Iniziata ieri a Salerno la “due giorni” per selezionare sei startup e quattro aggregazioni di imprese
Si stanno sfidando a colpi di progetti di business innovativi sul tema del mare e del turismo balneare. Il ring creativo è la Stazione marittima dove ha preso il via la due giorni “FactorYmpresaTurismo” – il programma del Ministero dei beni e delle attività culturali e del turismo e Invitalia (Agenzia per gli investimenti di proprietà del Ministero dell’economia) – con 20 startup nazionali e 8 aggregazioni di imprese pronte a darsi battaglia per ottenere un premio in denaro per avviare la propria attività. Il tempo, però, è limitato: business plan e presentazione devono essere pronti in 20 ore. L’obiettivo dell’iniziativa è di accelerare la realizzazione di idee d’impresa che valorizzino la risorsa mare e lo sviluppo turistico balneare. Alla fine, una giuria di esperti premierà le sei migliori startup con 10 mila euro ciascuna, da utilizzare per realizzare il progetto di business. Per le quattro migliori aggregazioni di imprese, invece, è previsto un riconoscimento da 15 mila euro. In gara, tra gli altri, c’è un’applicazione che mette in rete gli ombrelloni; oppure la prima rete internazionale per condividere la propria piscina, o, ancora, un modulo balneare galleggiante per vivere il mare in primavera e autunno.
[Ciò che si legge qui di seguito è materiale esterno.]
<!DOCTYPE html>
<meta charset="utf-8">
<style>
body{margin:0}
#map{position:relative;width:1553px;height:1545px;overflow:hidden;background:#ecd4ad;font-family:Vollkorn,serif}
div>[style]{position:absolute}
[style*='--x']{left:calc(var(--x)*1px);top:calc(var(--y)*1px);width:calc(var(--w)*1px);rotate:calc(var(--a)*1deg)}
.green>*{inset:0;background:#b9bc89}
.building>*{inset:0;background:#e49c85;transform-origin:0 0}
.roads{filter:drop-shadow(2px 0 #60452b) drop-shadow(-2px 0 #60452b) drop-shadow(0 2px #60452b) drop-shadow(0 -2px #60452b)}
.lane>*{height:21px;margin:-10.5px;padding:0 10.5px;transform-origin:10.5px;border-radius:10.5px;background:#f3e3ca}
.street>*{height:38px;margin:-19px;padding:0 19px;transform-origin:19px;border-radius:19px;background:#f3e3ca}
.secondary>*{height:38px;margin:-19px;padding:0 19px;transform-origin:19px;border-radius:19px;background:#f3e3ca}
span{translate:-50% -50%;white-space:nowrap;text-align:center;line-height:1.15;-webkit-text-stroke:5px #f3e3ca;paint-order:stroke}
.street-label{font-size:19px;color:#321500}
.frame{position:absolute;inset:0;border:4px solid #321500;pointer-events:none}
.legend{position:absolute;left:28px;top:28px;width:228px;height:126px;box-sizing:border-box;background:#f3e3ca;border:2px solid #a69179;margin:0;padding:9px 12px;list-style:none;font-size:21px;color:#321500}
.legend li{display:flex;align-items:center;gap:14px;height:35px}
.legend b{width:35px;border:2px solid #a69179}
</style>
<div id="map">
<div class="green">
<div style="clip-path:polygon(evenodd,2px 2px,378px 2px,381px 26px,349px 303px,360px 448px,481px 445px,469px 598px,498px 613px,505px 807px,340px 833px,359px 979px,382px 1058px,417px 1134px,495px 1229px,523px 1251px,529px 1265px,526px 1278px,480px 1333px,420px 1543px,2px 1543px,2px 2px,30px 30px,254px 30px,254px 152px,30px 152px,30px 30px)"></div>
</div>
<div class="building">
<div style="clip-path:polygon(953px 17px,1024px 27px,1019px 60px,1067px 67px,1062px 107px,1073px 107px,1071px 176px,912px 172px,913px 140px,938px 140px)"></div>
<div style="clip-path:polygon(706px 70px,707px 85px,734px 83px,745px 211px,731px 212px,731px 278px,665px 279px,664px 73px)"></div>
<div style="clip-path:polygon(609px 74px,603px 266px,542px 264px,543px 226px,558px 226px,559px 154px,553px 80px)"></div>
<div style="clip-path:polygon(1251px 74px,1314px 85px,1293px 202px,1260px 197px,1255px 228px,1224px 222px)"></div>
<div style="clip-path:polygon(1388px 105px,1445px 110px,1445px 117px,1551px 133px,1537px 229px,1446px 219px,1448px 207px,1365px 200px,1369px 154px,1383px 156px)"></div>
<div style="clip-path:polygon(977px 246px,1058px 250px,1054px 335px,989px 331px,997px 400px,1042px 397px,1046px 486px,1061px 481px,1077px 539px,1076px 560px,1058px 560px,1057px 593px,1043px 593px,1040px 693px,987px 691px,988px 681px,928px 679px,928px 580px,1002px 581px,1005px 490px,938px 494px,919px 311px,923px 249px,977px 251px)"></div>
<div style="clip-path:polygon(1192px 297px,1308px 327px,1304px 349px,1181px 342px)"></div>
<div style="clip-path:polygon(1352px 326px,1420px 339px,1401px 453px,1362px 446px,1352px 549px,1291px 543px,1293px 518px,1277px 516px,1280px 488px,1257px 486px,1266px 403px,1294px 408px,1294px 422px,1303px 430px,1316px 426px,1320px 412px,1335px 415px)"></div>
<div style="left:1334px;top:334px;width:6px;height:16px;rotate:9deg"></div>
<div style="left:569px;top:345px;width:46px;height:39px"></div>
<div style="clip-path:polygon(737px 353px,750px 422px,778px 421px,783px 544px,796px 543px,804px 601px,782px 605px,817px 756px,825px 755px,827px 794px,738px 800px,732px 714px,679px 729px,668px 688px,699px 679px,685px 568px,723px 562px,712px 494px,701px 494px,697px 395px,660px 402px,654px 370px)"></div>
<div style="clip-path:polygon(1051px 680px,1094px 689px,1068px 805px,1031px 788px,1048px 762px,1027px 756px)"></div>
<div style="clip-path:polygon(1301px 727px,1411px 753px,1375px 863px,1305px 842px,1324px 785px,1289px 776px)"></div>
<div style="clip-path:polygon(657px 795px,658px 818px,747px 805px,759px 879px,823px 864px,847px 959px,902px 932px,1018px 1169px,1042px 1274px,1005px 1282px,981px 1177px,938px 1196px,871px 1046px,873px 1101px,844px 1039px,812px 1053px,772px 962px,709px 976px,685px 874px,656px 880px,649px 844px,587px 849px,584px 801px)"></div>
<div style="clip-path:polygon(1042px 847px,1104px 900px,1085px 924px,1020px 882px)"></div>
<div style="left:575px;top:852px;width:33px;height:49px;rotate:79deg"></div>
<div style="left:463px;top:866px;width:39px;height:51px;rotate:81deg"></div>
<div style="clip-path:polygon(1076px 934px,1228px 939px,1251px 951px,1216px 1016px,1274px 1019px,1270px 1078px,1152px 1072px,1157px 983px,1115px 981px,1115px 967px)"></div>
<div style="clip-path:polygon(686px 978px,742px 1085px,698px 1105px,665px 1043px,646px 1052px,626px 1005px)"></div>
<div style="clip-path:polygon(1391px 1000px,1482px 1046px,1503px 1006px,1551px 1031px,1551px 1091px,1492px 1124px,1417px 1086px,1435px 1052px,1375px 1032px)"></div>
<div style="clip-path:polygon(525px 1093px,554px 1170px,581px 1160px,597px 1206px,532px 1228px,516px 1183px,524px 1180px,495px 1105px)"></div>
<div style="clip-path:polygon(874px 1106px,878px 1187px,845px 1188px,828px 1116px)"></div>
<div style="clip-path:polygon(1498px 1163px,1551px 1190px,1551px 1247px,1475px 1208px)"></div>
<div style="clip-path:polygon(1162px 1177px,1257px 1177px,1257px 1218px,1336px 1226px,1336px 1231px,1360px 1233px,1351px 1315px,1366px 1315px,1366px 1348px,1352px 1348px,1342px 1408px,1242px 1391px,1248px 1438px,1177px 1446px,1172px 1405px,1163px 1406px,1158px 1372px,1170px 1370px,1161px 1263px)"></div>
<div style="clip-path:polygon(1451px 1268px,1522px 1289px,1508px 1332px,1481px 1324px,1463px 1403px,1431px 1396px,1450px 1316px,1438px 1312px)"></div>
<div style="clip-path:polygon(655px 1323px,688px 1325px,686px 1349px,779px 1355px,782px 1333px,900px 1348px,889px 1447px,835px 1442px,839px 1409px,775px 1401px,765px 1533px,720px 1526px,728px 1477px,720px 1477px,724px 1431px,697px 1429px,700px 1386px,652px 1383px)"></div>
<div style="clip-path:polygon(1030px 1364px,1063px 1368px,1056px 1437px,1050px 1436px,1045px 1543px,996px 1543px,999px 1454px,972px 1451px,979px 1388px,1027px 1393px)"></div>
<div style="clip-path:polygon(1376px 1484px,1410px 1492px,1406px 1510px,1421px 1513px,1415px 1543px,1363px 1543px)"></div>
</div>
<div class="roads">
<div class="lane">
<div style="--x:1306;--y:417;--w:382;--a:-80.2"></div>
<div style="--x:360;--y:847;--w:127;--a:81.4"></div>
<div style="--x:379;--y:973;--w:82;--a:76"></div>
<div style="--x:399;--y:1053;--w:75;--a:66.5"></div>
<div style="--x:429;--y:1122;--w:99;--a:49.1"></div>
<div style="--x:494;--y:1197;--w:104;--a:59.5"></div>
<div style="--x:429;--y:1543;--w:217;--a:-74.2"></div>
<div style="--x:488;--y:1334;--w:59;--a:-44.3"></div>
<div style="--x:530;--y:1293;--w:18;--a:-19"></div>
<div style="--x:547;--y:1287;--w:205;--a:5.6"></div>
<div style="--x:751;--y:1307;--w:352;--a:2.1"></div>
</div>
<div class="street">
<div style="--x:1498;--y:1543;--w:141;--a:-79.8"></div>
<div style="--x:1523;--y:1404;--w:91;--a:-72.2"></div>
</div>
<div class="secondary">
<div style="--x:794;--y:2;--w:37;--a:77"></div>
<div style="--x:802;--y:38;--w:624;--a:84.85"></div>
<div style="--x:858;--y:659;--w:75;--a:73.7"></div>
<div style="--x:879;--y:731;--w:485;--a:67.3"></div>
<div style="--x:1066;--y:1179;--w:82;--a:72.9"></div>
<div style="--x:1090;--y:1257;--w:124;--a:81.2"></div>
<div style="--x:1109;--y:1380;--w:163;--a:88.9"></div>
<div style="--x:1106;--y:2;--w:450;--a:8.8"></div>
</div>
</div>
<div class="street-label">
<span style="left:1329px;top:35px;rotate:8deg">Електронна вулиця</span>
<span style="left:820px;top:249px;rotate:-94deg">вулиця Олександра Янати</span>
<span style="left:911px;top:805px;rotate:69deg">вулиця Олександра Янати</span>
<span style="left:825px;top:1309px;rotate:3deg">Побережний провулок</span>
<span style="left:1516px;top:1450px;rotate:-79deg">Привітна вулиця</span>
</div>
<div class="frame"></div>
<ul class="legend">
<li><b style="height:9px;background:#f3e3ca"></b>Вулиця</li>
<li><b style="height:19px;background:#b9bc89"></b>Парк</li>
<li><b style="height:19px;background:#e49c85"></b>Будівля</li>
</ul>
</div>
Come rappresentanti del turismo innovativo salernitano gareggiano una start up ideata da un duo femminile cilentano e un aggregatore d’impresa con 50 aziende della Costa d’Amalfi. Le startupper salernitane sono Antonella Sica e Federica Vassallo. Hanno ideato Cloe (Cilento lande of experiences o, anche germoglio in greco antico), una multipiattaforma che permette ai viaggiatori di “acquistare esperienze”,
vivere cioè il Cilento in compagnia di un, “local buddy”, un cicerone autoctono che accompagna i turisti in casa a fare fusilli e cannoli con le signore del posto, in barca con i pescatori a imparare a fare i nodi e a cucire le reti, nelle botteghe dell’artigianato e del design. Iamalficoast, rete per lo sviluppo turistico Costa d’Amalfi, è una squadra tutta salernitana: Ciro Romano è il direttore, Andrea Ferraioli il presidente, Chiara Manfra e Valentina Scannapieco le responsabili markting. Alla Stazione marittima, presentano Seadare, un event, da tenersi nei paesini della Costa d’Amalfi in bassa stagione, che consiste in un gioco tra gruppi di turisti. L’obiettivo è di destagionalizzare offrendo percorsi tematici. In palio, un altro soggiorno gratis in alta stagione. «Le start up non devono essere una moda, ma una possibilità di trovare uno sbocco occupazionale per i nostri ragazzi. Creare imprese, nuove tecnologie in un settore che rispecchi la nostra vocazione produttiva significa, non solo, far nascere le start up, ma avere più possibilità di trattenerle sul territorio anche quando sono diventate più appetibili», il commento dell’assessore comunale al Bilancio, Roberto De Luca a margine del workshop . «Aiutiamo questi ragazzi a trasformare le idee in progetti di impesa che si concretizzeranno e, ci auguriamo, potranno trovare nuovi finanziamenti, anche quelli che gestisce Invitalia. Il lavoro bisogna inventarselo e questo sforzo di 20 ore premia le migliori idee e offre, soprattutto, un aiuto a fare impresa con le competenze per diventare imprenditori», conclude Andrea Miccio, responsabile Area Imprenditorialità di Invitalia.